Proses antara sekarang dengan zaman akan datang (tengah-tengahnya) itulah letak pemikiran ideologi yang digunakan sebagai dasar kerangka bangunan berfikir untuk meraih hal yang dianggapnya baik pada zaman yang akan datang. Dalam dunia pergerakan, Tan Malaka saat berjuang –memperjuangkan kaum buruh- juga tergetarkan hatinya saat melihat kaum buruh yang pada zaman kolonial selalu diperas tenaganya namun tidak ada ibalan yang sepadan yang diberikan oleh pemerintah kolonial.
Namun cara perjuangan yang dilakukan Tan Malaka masih bersifat konvesional, dengan cara agitasi, demonstrasi dan baikot. Mungkin pada waktu dulu cara itulah yang efektif guna melakukan perlawanan. Itu merupakan langkah-langkah revolusioner guna memunculkan bergaining posision dan di tindak lanjuti dengan merampas kekuasaan kaum borjuis kemudian di berikan kepada kaum buruh.
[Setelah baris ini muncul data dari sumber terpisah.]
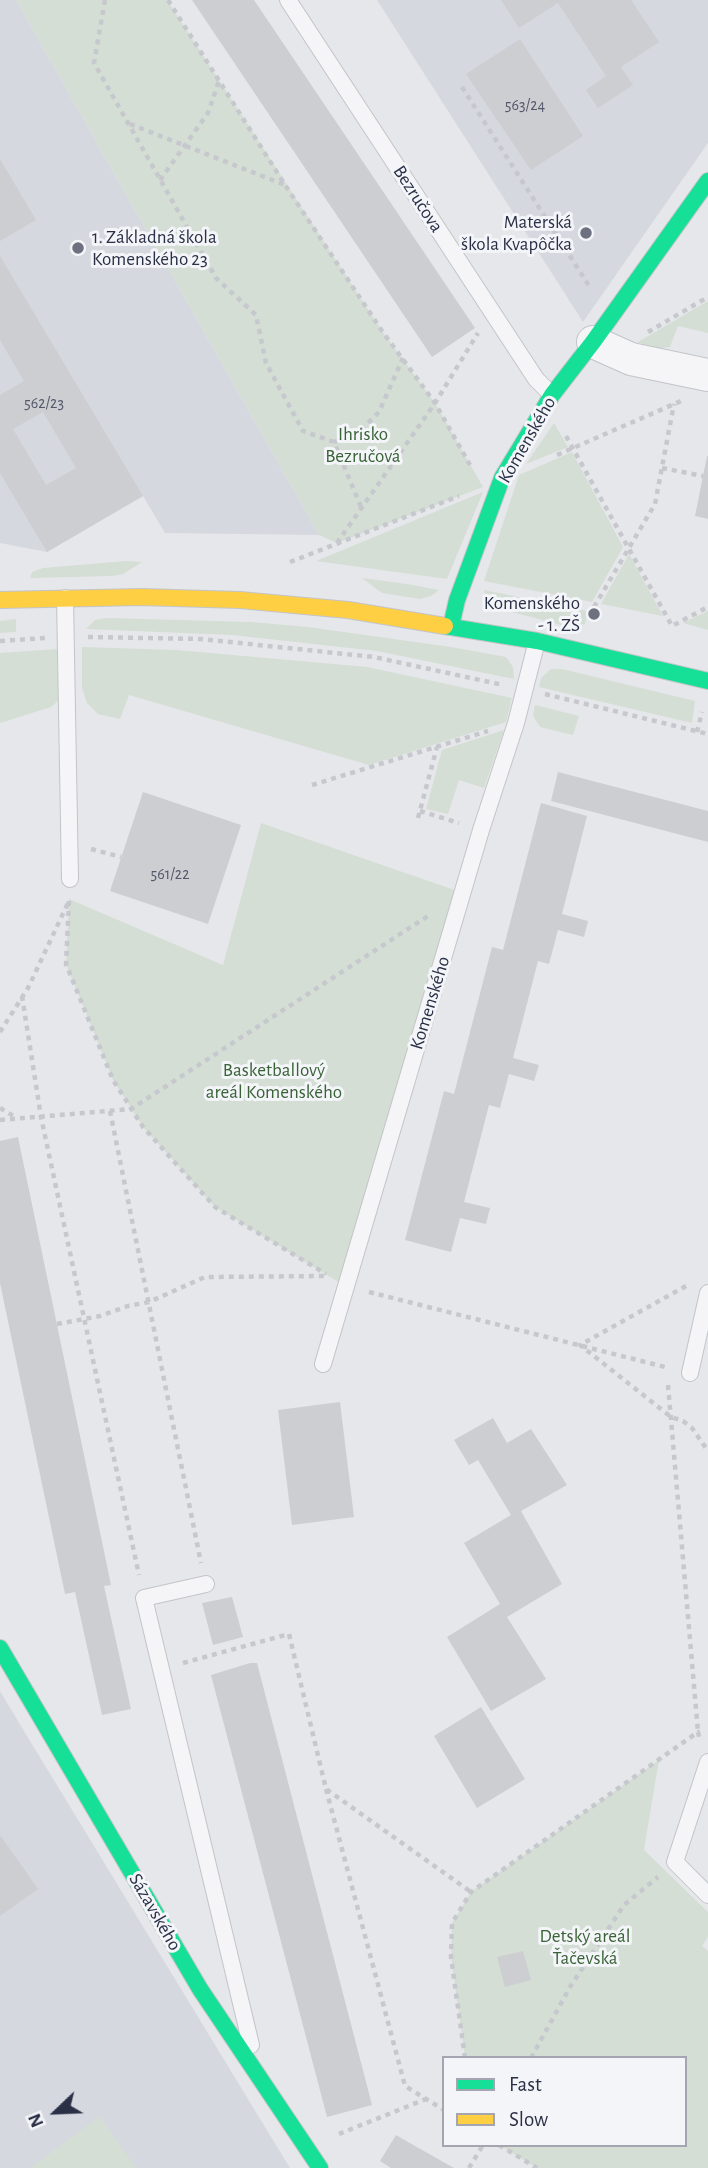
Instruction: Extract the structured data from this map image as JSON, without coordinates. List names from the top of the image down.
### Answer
{
  "streets": {
    "street": ["Komenského", "Sázavského"],
    "lane": ["Bezručova"]
  },
  "crossings": [
    ["Bezručova", "Komenského"]
  ],
  "parks": ["Ihrisko Bezručová", "Basketballový areál Komenského", "Detský areál Ťačevská"],
  "places": ["Materská škola Kvapôčka", "1. Základná škola Komenského 23", "Komenského - 1. ZŠ"],
  "house_numbers": ["563/24", "562/23", "561/22"],
  "legend": ["Fast", "Slow"],
  "north": "bottom left"
}
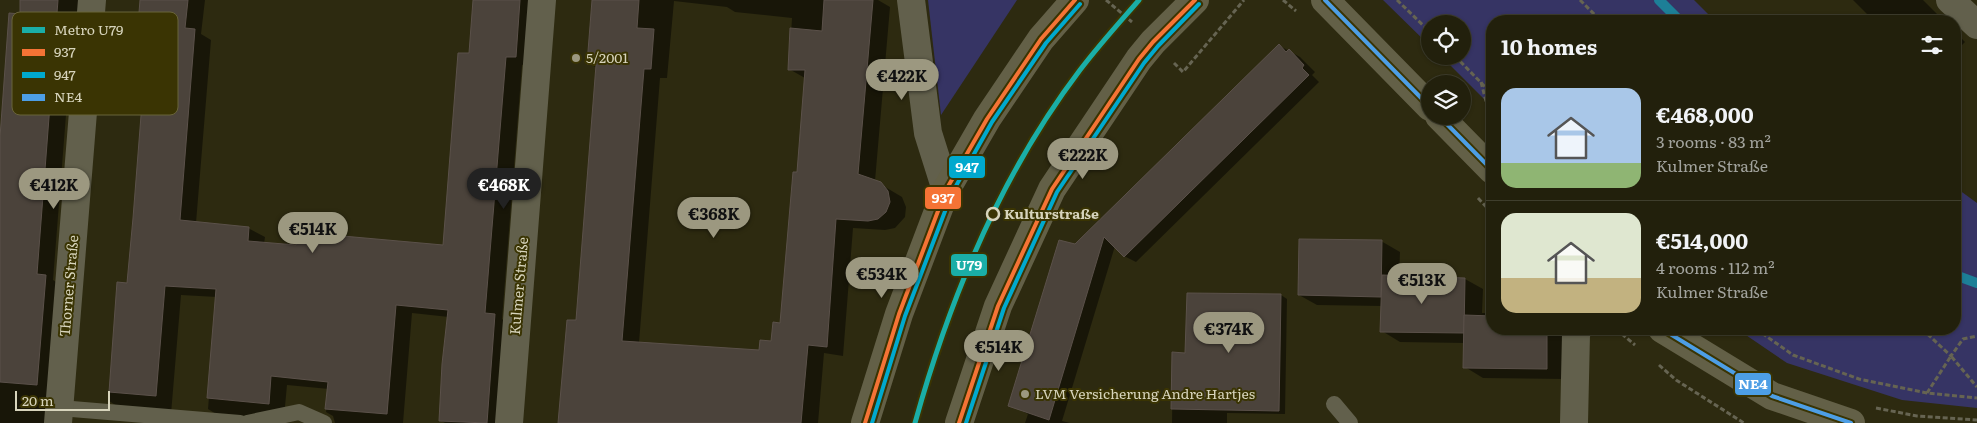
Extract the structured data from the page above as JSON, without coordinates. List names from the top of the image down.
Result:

Cara seperti itu dalam teori sosial kritis tidak disetujui karena revolusi pragmatis akan melahirkan diktator baru. Apalagi Tan Malaka pernah berkecimpung dalam organisasi PKI yang di gawangi oleh uni soviet. Uni soviet merupakan negara penganut marxise leninisme, kekuasaan di percaya sebagai jalan yang paling efektif untuk menyebarkan faham sosialis. Dan boleh dilihat negara-negara modern sekarang yang menggunakan ideologi marxis leninesme rata-rata pemimpinnya jadi diktator kuat di negarnya.
Sedangkan ideologi struktural, diartikan sebagai alat pembenar bagi kebijakan dan tindakan kaum penguasa. Mungkin pada zaman orde baru kita masih teringat dengan namanya penataran P4. itu adalah alat yang digunakan pembenar bagi tidakan-tindakan negara kepada masyarakatnya. Seolah-olah perbuatan pemerintah itu semua benar dan wajib di ikuti. Sehingga yang tidak cocok dengan kebijakan serta tidak mau melaksanakannya akan di anggap pembangkang.
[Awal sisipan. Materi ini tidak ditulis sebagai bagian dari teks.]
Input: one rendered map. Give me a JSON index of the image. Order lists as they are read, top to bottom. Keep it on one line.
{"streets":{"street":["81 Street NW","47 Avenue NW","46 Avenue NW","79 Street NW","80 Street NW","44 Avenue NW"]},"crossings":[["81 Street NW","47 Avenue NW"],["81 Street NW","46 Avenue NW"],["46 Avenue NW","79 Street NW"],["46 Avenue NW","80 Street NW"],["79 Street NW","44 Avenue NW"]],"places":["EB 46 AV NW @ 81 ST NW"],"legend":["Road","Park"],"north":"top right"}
Bukan hanya dalam dunia ke-negaraan saja ideologi ini diterapkan, dalam dunia agama-pun ideologi seperti ini diterapkan. Seperti pembentukan wadah-wadah organisasi keturunan Nabi yang disebut Habib atau organisasi Islam puritan lainnya. Seoalah-olah apa yang di kehendakinya itu selalu benar karena sudah berlandaskan dengan teks-teks al-qur’an.
Mereka ingin memaksakan ajaranya kepada semua umat dan menyatukan ajaran yang akan berpusat pada dunia Arab, tanpa melihat faktor sosiologi dan geografi masyarakat sekitar. Coba bayangkan masyarakat Indonesia akan disamakan dengan masyarakat Arab, tentu tidak akan cocok karena sangat berbeda.
Arab menjadi dominan karena para Nabi kebetulan di lahirkan di ranah Arab, coba bayangkan, seumpama Islam diturunkan di Indonesia pasti pakaian yang digunakan kebanyakan orang adalah Kemben bagi yang putri dan yang putra pakainya seperti dipakai oleh para pejabat kerajaan dulu. Itu disebakan suasana di Indonesia di pengaruhi oleh iklim tropis sedangkan di Arab sangat wajar jika menggunakan jubah karena suasanannya sangat panas jadi sangat wajar.

4.1. IDIOLOGI PENDIDIKAN
Seiring pergantian zaman, paham-paham yang berkembang didunia mengalami berbagai perubahan. Hal ini dipengaruhi oleh pola pikir umat manusia yang berkembang pada zaman tertentu. Ada pertentangan-pertentangan yang senantiasa bertarung dan secara silih berganti mendominasi pola pemikiran masyarakat.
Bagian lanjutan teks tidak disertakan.